Tip: Roasted chickpeas can be stored in an airtight container at room temperature for a few days, so you can make a big batch and enjoy them as a snack or salad topping throughout the week.

  1. In a large bowl, mix the cooked couscous, chickpeas, cucumber, onion, bell pepper, raisins, and chopped mint leaves (or herbs of choice).
  1. In a small bowl, whisk together the saffron-infused water, salt, black pepper, ground cumin, ground cinnamon, olive oil, lemon juice, and orange juice.
  2. Pour the dressing over the couscous salad and toss until the ingredients are evenly coated.
  3. Cover the bowl and refrigerate for at least 30 minutes to allow the flavors to meld together.
  4. When ready to serve, taste the salad and adjust the seasoning as needed. You can also sprinkle additional chopped mint leaves on top for garnish.

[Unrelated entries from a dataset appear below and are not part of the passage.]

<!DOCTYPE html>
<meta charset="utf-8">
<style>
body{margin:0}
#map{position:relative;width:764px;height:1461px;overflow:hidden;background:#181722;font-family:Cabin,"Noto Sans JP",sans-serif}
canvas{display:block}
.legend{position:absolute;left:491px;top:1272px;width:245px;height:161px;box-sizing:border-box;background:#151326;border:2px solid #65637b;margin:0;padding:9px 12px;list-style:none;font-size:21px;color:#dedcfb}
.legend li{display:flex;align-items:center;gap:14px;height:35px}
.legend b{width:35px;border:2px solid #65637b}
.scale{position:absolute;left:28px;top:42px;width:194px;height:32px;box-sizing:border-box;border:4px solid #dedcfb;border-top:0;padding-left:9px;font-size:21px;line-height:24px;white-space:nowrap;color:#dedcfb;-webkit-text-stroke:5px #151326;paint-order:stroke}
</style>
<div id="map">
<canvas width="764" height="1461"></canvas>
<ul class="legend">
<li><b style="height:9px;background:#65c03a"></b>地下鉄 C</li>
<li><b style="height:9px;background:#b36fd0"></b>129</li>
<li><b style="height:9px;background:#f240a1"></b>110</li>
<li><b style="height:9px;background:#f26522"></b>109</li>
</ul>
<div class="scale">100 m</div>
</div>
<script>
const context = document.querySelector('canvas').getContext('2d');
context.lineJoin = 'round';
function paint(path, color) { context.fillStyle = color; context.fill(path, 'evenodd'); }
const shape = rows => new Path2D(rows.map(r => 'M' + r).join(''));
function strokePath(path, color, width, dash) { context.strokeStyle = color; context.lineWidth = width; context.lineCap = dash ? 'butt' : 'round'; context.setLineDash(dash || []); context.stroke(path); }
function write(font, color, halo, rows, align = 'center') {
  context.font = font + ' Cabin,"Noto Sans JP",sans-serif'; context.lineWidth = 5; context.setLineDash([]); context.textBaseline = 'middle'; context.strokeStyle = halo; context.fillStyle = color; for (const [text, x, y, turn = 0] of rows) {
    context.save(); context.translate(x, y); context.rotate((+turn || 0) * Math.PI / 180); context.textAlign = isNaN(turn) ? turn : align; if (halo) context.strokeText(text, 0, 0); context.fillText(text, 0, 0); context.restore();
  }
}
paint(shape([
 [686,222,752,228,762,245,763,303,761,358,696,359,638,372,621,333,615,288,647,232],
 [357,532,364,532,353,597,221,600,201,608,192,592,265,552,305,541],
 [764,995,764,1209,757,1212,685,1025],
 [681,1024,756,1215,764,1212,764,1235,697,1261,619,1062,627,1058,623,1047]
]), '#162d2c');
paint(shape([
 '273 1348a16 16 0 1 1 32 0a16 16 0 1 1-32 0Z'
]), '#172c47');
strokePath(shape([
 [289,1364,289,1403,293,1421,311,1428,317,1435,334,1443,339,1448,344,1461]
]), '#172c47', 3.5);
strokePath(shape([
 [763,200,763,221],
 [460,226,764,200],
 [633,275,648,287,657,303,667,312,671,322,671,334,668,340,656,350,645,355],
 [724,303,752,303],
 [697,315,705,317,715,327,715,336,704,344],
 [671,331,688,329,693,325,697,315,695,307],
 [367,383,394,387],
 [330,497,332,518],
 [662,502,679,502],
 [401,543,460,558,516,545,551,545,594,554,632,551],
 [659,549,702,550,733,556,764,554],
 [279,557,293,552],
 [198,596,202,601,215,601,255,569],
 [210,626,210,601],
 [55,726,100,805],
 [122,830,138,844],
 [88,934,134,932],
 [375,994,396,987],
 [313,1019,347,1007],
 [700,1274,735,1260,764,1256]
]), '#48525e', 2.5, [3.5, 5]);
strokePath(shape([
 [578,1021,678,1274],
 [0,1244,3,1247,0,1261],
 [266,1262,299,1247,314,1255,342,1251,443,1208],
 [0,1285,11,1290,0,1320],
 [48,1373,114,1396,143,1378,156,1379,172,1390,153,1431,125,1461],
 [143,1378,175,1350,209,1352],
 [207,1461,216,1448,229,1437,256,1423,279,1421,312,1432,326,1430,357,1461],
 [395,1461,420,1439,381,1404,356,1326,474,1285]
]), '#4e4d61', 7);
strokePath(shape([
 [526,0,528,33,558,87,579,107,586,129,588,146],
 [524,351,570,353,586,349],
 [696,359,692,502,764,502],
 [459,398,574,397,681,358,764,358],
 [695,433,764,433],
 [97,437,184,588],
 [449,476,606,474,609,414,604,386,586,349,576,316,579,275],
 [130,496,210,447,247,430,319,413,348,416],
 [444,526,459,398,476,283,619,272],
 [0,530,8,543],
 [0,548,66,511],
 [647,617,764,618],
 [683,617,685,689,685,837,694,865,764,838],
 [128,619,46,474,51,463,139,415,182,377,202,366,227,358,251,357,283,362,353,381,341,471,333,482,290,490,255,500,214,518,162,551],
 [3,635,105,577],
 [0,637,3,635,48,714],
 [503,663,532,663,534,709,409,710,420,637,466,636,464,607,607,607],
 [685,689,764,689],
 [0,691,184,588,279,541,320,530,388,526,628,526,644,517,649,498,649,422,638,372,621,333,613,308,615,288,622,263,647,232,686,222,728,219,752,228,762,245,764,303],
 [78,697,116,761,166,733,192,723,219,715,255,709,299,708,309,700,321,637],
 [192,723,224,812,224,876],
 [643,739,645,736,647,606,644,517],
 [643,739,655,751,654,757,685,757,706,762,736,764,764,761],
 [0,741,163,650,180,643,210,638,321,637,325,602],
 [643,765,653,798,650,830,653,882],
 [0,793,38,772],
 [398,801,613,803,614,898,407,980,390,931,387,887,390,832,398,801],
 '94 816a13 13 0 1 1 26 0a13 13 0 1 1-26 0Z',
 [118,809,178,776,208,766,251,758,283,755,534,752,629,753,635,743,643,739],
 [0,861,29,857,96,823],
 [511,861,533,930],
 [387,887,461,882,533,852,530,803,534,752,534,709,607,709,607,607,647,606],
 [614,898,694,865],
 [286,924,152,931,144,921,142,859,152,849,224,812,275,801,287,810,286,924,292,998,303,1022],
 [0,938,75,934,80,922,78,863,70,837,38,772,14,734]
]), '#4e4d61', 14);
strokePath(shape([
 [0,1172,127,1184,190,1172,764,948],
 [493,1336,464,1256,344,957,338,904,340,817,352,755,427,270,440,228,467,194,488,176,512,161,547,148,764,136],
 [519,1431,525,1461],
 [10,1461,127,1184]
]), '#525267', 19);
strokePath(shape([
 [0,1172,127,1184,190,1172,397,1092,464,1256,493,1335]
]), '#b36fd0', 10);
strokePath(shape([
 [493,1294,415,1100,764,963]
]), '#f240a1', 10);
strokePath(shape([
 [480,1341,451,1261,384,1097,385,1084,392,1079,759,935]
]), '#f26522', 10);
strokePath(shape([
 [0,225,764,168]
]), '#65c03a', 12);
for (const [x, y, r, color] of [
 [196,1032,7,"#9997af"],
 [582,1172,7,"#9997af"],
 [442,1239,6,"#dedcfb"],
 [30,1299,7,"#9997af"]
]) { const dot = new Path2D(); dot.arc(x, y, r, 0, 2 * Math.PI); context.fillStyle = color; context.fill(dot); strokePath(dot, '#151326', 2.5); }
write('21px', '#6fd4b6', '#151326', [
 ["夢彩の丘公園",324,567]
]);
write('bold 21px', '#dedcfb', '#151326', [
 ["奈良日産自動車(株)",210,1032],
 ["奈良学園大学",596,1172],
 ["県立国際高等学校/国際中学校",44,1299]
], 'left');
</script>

The saffron threads will add a subtle but unique flavor to the salad, complementing the other spices and the sweetness of the raisins. Enjoy!

Note on herbs:

If you don't have mint or prefer not to use it, there are several other herbs that can be used to add flavor to the salad. Here are some options:

  • Cilantro: This herb has a bright, citrusy flavor that pairs well with the other ingredients in the salad.
  • Basil: Another herb with a fresh, bright flavor, basil adds a slightly sweet and peppery note to the salad.
  • Dill: If you like a more savory flavor, dill is a good option. It has a slightly tangy, herbaceous taste that complements the other ingredients nicely.
  • Tarragon: This herb has a unique flavor that is often described as slightly licorice-like. It adds a subtle but distinctive note to the salad.

All of these herbs can be used in place of the mint, or you can experiment with different combinations to find the flavor profile that you like best. Just keep in mind that the amount of herbs you use may need to be adjusted depending on the intensity of the flavor. Start with a small amount and taste as you go, adding more as needed.